Милая Семеновна, ты всегда отличалась простодушием и непосредственностью, за это мы все любили тебя и, может быть, только с тобой были всегда искренними. Но что я тебе сейчас отвечу? Можно, конечно, сказать, что мне было некогда. Сколько там насчитал наш корабельный Айболит? Кажется, всего сорок один день в году, когда мы стояли у причала. А чистых только четверо суток. Когда же мне было жениться?
Впрочем, ты знаешь, что дело вовсе не в этом.

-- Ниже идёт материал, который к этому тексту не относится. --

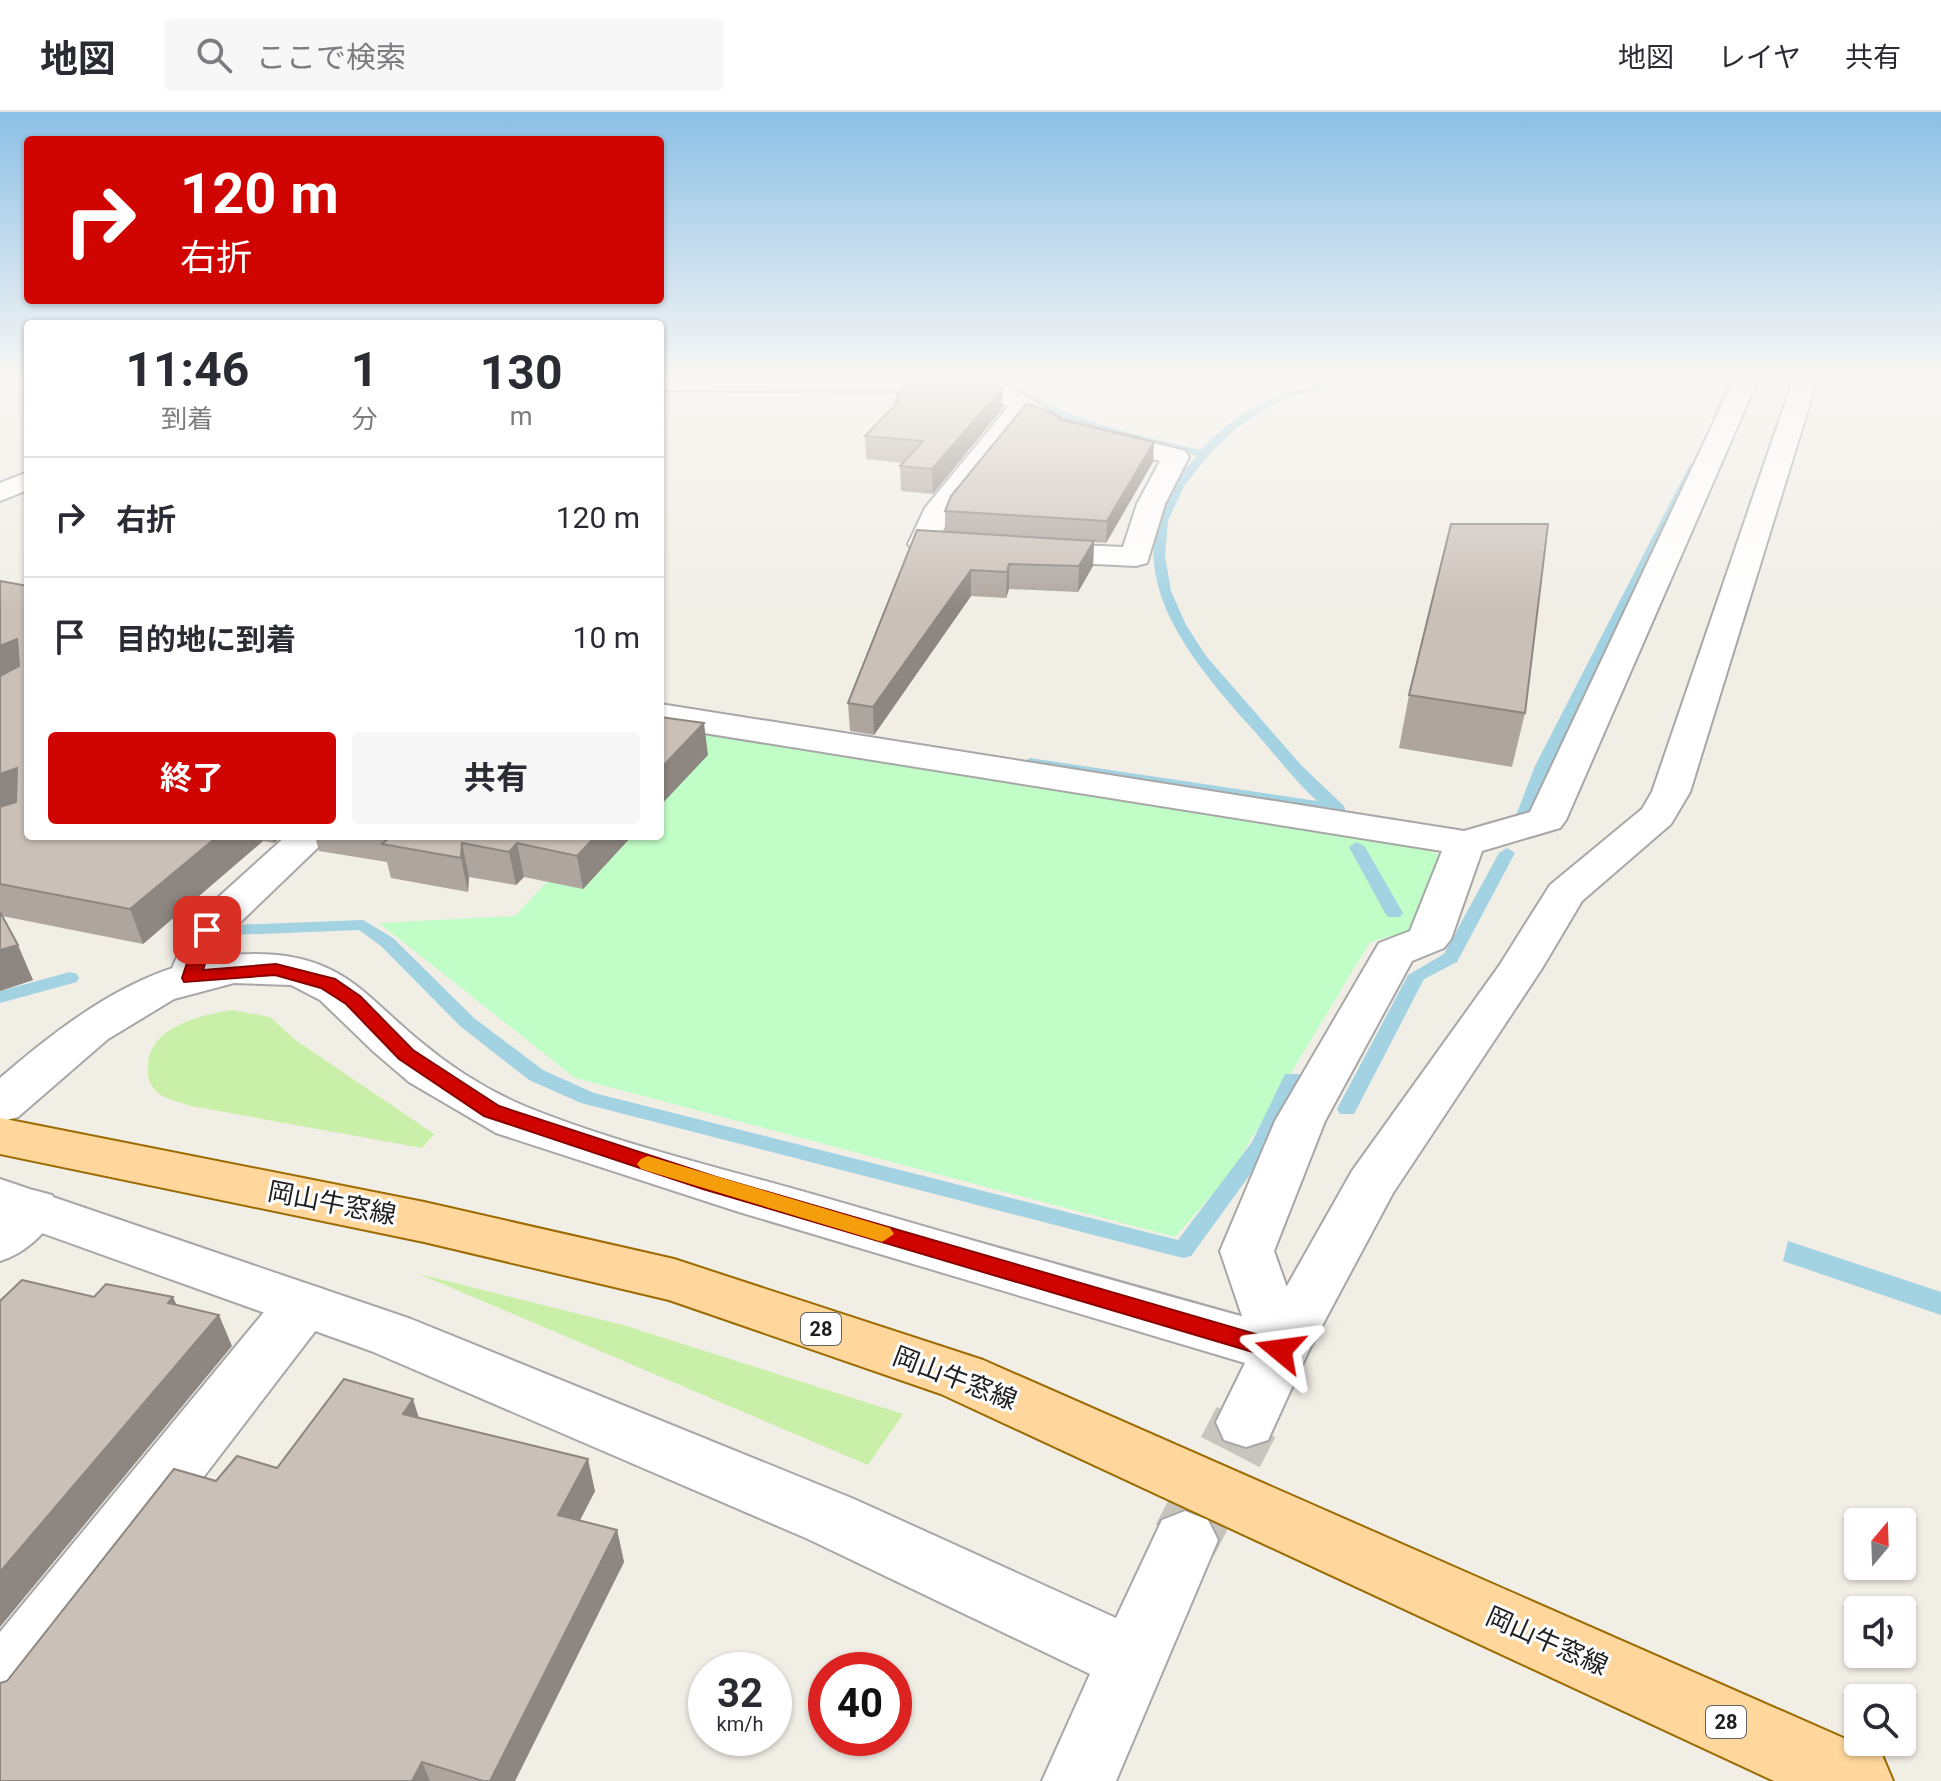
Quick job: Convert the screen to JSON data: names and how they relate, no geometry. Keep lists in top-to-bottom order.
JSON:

Я смотрю на Анютку. Она тоже смотрит на меня, и в ее серых с поволокой глазах — ничего, кроме любопытства. Неужели она все забыла?
12
Тогда я решил преподнести ей сюрприз и телеграмму не дал. Потом сам жалел об этом, потому что найти тот кишлак оказалось совсем не просто. Я летел самолетом, шел на пароходе морем, ехал на поезде, а последние тридцать семь километров добирался верхом на ишаке. Зрелище, видимо, было презабавное, если учесть, что в первый свой офицерский отпуск я отправился в парадной форме, при кортике и при двух медалях, выданных мне отнюдь не за боевые заслуги, а по случаю юбилеев. Впрочем, за тридцать семь километров невероятно пыльной дороги даже медали потускнели, не говоря уж о парадной тужурке, ставшей похожей на обыкновенный ватник.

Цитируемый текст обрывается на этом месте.